What to do
Write the data out again exactly, with every picture removed.

Records supplied
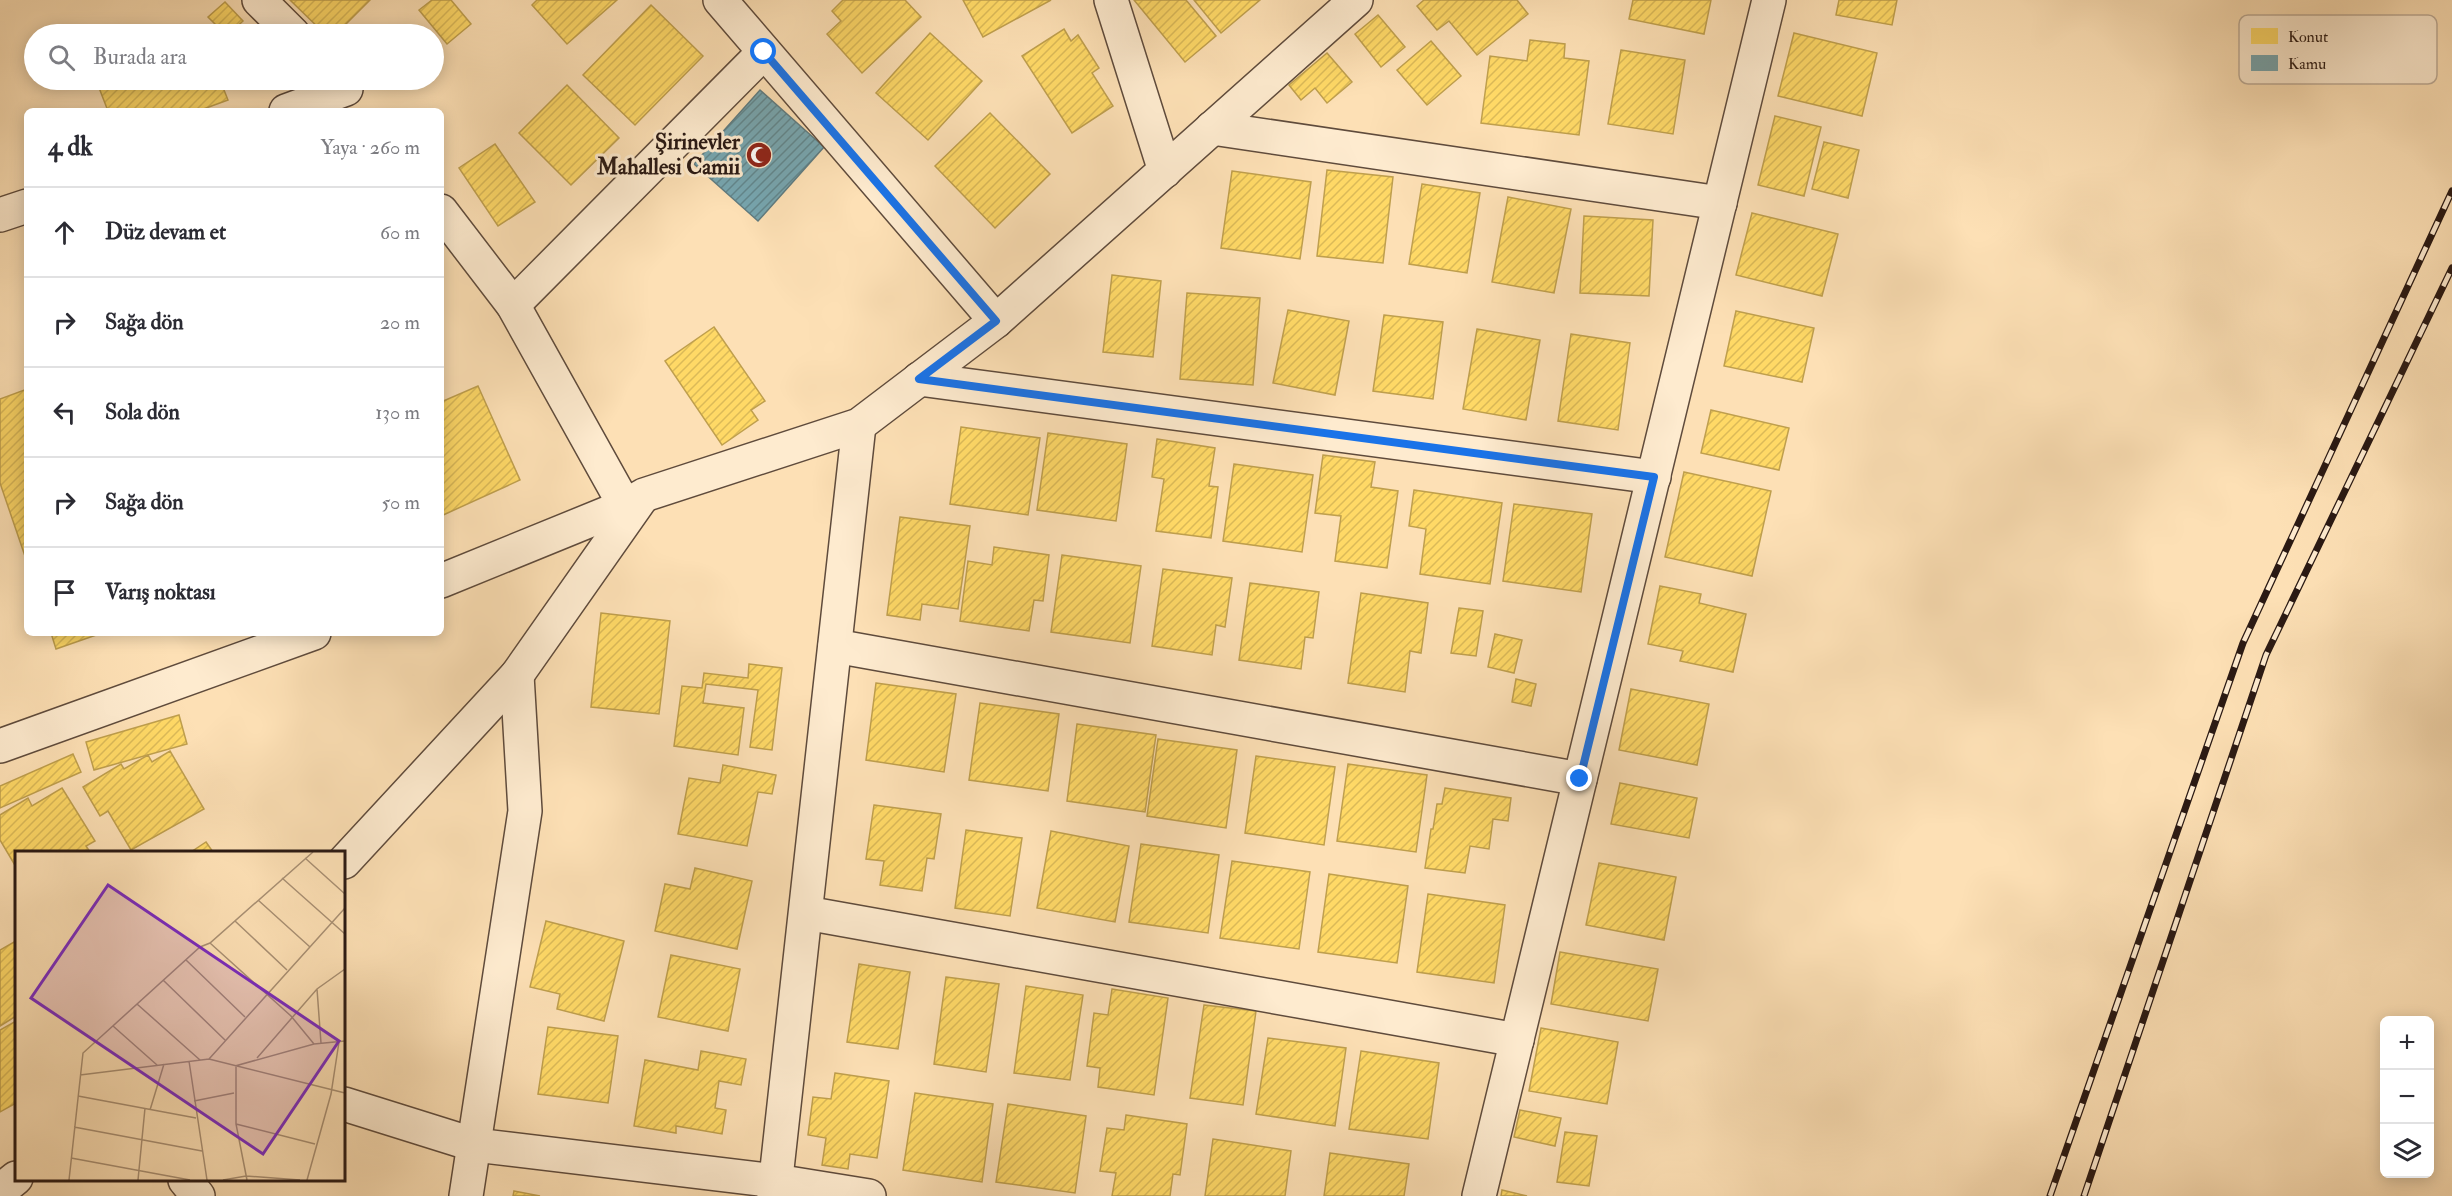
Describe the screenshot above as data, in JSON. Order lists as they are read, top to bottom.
{
  "places": {
    "mosque": ["Şirinevler Mahallesi Camii"]
  },
  "legend": ["Konut", "Kamu"],
  "page": {
    "search": "Burada ara",
    "heading": ["4 dk", "Yaya · 260 m"],
    "list": [
      ["Düz devam et", "60 m"],
      ["Sağa dön", "20 m"],
      ["Sola dön", "130 m"],
      ["Sağa dön", "50 m"],
      "Varış noktası"
    ],
    "map_buttons": ["+", "−"]
  }
}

Solution to this task
Describe the screenshot above as data, in JSON. Order lists as they are read, top to bottom.
{
  "places": {
    "mosque": ["Şirinevler Mahallesi Camii"]
  },
  "legend": ["Konut", "Kamu"],
  "page": {
    "search": "Burada ara",
    "heading": ["4 dk", "Yaya · 260 m"],
    "list": [
      ["Düz devam et", "60 m"],
      ["Sağa dön", "20 m"],
      ["Sola dön", "130 m"],
      ["Sağa dön", "50 m"],
      "Varış noktası"
    ],
    "map_buttons": ["+", "−"]
  }
}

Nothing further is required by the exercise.